Mechanism of Relativistic Momentum

The formula for relativistic momentum is $$\vec{p}=\gamma m\vec{v}$$.

To derive this formula, one analyzes a collision while assuming the principle of relativity and the conservation of momentum principle are correct: https://www.feynmanlectures.caltech.edu/I_16.html

I'm fine with all that. What I want to know is the mechanism which causes this. At speed $$0.0001c$$, force applied is approximately proportional to acceleration. At speed $$0.89c$$, the same force applied changes the speed of the object very little. Acceleration due to a force is a precise function of the mass and the pre-existing velocity. What is causing this, is there something unseen which 'acts' upon the moving object to render this phenomenon? Does it have something to do with the Higgs field? Is it because of time dilation? Thanks. • "Does it have something to do with the Higgs field?" If it were, Einstein couldn't have predicted the effect. For what it's worth, the Higgs field is responsible only for the rest mass (of some elementary particles, plus a small contribution in the composite cases).
– J.G.
Sep 13 '21 at 20:06

The mechanism is the nature of time and space. Time dilation is certainly an aspect of this.

The usual introductory thought experiment shows that if there is to be a conserved quantity behaving like momentum then its transverse component is invariant between inertial reference frames. But we know that transverse velocity, $$u_y=\frac {\Delta y}{\Delta t}$$, is not invariant because although $$\Delta y$$ is invariant, $$\Delta t$$ is not. But if we replace $$\Delta t$$ by the invariant interval $$\Delta \tau$$, then we have an invariant kinematic quantity with the dimensions of velocity. It is easy to show that $$m\frac{\Delta y}{\Delta \tau}=m\gamma(u)\frac{\Delta y}{\Delta t}=m\gamma(u)u_y.$$ Similar expressions must apply for the other momentum components.

The justification of this expression for momentum is not really this thought-experiment, beautiful though it is, but the coherence of the whole fabric of relativistic dynamics. For example, we find that a body's three relativistic momentum components and its energy are the components of a 4-vector with an invariant modulus (mass) exactly analogous to the 4-vector representing the space-time interval between two events.

We also find that, using this definition of momentum, we can express the Lorentz force law in a way that holds in every inertial frame: $$q(\vec E +\vec v \times \vec B)=\frac d{dt}m\gamma(u) \vec u.$$

This is relevant to your statement: "At speed $$0.0001c$$, force applied is approximately proportional to acceleration. At speed $$0.89c$$, the same force applied changes the speed of the object very little." I suggest that you look at it a rather different way: it is not the rate of change of $$u$$ that a force (in the same direction as $$\vec u$$) is proportional to, but the rate of change of $$\gamma(u) u$$.

I think what you are looking for is an understanding of 4-force, that is the vector which describes force in relativity.

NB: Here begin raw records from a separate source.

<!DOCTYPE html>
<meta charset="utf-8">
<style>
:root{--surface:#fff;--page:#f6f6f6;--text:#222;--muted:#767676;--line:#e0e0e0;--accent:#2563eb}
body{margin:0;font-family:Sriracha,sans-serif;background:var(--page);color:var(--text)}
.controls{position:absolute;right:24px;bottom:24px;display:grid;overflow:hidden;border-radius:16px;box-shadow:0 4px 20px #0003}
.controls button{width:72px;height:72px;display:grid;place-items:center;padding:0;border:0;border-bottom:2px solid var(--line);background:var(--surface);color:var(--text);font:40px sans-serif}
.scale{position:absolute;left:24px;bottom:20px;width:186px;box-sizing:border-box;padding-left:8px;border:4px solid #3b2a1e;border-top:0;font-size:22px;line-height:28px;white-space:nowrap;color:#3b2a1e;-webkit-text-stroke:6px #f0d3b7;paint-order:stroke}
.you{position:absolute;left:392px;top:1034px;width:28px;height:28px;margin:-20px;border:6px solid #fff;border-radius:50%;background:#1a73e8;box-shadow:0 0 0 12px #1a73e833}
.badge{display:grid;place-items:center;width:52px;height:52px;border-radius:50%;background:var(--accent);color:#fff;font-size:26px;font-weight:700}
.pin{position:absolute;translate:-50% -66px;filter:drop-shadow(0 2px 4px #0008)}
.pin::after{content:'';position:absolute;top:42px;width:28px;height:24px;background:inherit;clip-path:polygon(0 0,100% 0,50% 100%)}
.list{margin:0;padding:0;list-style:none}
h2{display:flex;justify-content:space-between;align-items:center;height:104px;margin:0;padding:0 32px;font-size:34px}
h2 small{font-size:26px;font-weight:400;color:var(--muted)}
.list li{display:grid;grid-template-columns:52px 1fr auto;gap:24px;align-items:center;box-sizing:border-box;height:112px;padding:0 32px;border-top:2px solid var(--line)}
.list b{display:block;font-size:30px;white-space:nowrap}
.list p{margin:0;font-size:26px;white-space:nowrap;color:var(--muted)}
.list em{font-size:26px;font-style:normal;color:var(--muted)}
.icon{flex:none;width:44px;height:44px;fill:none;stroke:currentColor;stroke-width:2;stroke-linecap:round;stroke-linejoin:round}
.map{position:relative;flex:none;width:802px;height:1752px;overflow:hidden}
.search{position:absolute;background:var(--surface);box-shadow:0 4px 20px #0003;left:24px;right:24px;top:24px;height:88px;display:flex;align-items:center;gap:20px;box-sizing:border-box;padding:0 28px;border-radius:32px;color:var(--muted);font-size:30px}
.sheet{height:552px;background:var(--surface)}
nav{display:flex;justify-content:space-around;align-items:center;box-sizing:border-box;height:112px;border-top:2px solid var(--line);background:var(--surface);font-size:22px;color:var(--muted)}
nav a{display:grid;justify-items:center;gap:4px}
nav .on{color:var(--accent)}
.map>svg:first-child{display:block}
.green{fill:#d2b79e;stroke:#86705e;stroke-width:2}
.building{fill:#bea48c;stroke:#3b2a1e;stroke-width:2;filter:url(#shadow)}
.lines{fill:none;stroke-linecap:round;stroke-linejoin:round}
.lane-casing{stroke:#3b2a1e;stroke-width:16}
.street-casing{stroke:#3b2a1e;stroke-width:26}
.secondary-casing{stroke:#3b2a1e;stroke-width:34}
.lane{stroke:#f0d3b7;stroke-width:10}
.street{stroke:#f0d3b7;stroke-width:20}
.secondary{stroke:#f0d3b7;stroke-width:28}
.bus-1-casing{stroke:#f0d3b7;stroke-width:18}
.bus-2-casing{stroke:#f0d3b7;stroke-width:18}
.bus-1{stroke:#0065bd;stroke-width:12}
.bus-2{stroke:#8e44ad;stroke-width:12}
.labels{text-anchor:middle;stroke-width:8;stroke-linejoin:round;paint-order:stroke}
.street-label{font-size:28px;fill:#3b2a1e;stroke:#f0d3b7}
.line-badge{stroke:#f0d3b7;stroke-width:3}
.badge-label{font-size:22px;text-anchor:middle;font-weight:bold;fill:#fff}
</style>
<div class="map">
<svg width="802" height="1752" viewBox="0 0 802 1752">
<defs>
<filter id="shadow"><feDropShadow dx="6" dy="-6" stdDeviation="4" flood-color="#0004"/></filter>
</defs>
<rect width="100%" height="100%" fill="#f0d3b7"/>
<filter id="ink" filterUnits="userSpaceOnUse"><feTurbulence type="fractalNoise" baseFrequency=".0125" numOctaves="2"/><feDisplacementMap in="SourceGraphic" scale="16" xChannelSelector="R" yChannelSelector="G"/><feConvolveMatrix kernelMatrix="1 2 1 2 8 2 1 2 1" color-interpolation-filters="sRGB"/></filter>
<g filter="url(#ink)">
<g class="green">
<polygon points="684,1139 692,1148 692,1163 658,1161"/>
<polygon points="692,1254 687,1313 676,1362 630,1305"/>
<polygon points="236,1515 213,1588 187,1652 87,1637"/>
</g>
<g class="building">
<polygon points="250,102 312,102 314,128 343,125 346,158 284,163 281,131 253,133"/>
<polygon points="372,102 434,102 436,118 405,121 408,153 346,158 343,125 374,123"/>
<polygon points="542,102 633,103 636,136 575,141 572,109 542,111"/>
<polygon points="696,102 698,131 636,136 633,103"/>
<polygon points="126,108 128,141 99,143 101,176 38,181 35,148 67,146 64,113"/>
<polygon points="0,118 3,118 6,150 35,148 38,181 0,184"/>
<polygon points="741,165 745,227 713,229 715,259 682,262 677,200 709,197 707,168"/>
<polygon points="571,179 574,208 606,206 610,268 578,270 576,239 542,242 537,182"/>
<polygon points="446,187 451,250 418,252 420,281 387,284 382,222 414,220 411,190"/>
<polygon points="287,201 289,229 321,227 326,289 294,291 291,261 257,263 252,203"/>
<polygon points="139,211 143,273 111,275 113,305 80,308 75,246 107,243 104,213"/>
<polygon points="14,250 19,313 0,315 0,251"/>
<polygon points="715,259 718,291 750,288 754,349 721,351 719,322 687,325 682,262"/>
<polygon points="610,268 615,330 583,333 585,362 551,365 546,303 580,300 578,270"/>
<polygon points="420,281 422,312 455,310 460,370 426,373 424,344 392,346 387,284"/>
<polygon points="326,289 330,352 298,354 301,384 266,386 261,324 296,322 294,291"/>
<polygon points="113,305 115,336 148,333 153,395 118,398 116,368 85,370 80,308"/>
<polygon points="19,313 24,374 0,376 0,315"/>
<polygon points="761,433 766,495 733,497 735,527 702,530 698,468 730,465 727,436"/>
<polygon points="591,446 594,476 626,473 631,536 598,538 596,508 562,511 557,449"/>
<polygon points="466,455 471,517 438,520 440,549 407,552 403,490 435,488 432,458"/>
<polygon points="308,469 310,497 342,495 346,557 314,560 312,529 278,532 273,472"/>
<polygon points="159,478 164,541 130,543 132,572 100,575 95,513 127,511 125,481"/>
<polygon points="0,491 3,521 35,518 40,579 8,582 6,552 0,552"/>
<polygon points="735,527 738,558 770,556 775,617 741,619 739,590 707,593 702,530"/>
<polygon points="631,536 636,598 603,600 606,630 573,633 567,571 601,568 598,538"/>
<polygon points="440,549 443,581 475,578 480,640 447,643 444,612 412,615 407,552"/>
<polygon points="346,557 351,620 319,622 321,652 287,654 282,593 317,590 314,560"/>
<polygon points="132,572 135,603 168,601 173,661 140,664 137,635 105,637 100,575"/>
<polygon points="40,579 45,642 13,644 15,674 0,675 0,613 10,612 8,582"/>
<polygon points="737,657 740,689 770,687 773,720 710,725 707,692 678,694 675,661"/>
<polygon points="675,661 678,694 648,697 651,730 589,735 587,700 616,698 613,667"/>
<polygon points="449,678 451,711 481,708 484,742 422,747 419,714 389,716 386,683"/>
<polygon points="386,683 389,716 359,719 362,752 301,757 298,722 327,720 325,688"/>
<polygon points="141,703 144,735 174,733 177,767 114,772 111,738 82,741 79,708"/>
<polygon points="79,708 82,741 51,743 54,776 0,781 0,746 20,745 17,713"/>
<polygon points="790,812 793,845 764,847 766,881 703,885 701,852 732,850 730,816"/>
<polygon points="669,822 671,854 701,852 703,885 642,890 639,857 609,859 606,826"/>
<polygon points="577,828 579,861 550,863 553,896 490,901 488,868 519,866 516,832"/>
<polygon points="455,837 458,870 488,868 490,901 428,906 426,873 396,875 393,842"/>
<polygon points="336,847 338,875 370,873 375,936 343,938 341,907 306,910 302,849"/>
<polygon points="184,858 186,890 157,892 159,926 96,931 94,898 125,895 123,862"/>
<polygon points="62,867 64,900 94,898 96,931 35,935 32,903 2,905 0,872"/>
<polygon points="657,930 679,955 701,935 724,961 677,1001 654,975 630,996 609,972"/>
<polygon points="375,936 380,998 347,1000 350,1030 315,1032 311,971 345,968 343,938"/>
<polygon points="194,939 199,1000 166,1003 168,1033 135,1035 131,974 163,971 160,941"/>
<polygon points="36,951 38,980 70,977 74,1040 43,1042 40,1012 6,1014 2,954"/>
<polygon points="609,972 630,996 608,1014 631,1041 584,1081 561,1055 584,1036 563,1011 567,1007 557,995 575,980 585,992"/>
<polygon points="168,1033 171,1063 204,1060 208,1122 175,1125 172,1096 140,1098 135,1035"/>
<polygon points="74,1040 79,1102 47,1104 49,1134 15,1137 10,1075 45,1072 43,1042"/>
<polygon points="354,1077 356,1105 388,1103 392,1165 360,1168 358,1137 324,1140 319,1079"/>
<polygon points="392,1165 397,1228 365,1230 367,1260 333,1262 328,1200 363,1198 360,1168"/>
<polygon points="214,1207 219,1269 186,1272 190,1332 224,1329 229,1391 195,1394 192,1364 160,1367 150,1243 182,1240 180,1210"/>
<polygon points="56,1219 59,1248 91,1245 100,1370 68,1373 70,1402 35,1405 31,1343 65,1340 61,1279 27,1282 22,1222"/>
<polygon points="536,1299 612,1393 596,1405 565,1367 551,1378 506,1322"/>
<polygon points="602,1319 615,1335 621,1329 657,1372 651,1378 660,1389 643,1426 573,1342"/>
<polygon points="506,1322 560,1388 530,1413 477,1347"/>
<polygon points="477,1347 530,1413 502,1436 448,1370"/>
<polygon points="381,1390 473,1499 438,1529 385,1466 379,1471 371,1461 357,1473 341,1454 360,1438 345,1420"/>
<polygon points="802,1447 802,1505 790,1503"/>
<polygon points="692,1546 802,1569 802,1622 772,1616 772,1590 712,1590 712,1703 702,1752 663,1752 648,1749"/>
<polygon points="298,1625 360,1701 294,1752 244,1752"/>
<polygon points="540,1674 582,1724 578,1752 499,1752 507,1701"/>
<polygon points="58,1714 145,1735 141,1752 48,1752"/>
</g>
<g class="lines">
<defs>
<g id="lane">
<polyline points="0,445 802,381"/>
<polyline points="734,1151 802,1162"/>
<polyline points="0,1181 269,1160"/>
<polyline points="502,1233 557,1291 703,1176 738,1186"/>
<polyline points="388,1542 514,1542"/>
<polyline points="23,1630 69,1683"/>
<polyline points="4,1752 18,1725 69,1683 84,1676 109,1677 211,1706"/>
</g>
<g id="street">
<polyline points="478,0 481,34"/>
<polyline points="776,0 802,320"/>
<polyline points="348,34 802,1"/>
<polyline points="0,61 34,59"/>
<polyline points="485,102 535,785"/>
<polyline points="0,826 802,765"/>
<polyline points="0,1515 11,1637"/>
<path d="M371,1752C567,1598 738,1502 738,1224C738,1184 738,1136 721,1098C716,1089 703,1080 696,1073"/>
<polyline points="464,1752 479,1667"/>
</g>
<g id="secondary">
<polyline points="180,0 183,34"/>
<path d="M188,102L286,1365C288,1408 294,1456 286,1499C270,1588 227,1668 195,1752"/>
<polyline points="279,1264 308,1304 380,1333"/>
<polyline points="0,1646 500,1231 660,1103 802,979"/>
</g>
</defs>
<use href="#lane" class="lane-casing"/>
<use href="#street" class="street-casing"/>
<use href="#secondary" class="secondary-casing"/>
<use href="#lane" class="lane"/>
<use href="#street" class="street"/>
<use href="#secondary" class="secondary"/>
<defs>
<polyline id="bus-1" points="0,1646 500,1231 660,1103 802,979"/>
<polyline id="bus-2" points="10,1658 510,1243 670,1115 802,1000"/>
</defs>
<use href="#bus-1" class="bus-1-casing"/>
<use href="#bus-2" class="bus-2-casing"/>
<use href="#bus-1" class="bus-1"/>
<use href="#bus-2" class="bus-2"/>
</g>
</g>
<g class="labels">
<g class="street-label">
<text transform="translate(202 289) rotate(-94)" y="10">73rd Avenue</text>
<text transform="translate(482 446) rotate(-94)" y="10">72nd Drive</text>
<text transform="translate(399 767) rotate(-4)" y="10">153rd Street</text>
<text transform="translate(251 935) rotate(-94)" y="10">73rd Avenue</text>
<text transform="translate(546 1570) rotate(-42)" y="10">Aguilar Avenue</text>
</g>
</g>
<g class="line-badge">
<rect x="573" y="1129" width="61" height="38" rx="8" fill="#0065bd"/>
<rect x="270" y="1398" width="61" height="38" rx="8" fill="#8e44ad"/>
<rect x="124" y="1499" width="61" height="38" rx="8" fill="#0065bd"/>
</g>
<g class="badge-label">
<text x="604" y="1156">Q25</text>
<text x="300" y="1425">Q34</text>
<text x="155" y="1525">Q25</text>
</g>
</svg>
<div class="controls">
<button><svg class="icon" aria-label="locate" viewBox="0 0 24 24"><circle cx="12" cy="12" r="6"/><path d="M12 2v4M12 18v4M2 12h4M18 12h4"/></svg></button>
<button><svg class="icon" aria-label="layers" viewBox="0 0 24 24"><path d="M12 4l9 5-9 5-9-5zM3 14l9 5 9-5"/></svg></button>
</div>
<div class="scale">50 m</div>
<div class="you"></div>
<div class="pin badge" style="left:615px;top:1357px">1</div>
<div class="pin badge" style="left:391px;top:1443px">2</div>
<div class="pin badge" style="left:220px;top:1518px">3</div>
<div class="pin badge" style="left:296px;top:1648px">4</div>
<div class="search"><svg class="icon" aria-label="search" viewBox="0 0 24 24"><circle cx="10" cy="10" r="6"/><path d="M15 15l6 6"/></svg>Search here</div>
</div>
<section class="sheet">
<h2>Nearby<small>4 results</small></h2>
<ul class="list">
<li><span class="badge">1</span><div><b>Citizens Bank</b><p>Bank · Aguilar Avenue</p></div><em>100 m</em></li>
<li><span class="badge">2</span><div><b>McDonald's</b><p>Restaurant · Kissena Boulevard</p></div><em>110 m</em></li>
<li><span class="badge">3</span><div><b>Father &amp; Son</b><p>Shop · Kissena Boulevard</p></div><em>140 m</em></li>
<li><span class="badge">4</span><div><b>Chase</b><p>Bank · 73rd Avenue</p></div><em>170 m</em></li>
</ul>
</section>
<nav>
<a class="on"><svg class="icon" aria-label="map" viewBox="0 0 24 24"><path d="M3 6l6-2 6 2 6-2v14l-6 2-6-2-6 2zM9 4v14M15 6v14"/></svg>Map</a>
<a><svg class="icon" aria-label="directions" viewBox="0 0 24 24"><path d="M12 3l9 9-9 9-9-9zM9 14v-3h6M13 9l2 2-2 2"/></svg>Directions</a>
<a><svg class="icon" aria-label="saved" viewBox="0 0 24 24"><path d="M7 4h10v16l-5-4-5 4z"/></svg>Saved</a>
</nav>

Without getting into the details (which are easily accessible by a google search), the key aspect is that the relativistic four force for a given classical force depends on the velocity of the object that it acts upon. The four force is in some sense a consequence of time dilation, or maybe more exactly that objects experience their own proper time, which is different from that of other objects in different frames.

As for a specific mechanism for objects when they are accelerated at relativistic speeds, there cannot be one, for consider Einstein’s postulate that (paraphrased) all inertial observers agree on what happens in the universe. Now consider a observer who sees the object stationary, and another who sees it at a relativistic speed, and consider the object to be accelerating. If the relativistic observer sees some special mechanism that affects its acceleration, then the stationary observer must see this also, but then that would make the idea of the relativistic mechanism redundant. Perhaps I have misunderstood your question in this part though?

Using your arm to accelerate a block of iron 1: to low speed 2: to high speed:

Low speed: afterwards iron atoms have gained momentum

High speed: afterwards iron atoms and fat molecules have gained momentum (there also occurs a conversion of fat molecules to something else)

Extreme speed case: before the acceleration you are a 300kg guy, then you use your legs to to accelerate yourself and an iron block to extreme speed, afterwards your mass is zero, another observer sees only iron that has been accelerated to high speed.

Let's say the mass of iron block is 1kg. And in the extreme case the final speed of the block is v. The momentum of the block will be: $$301 kg * v.$$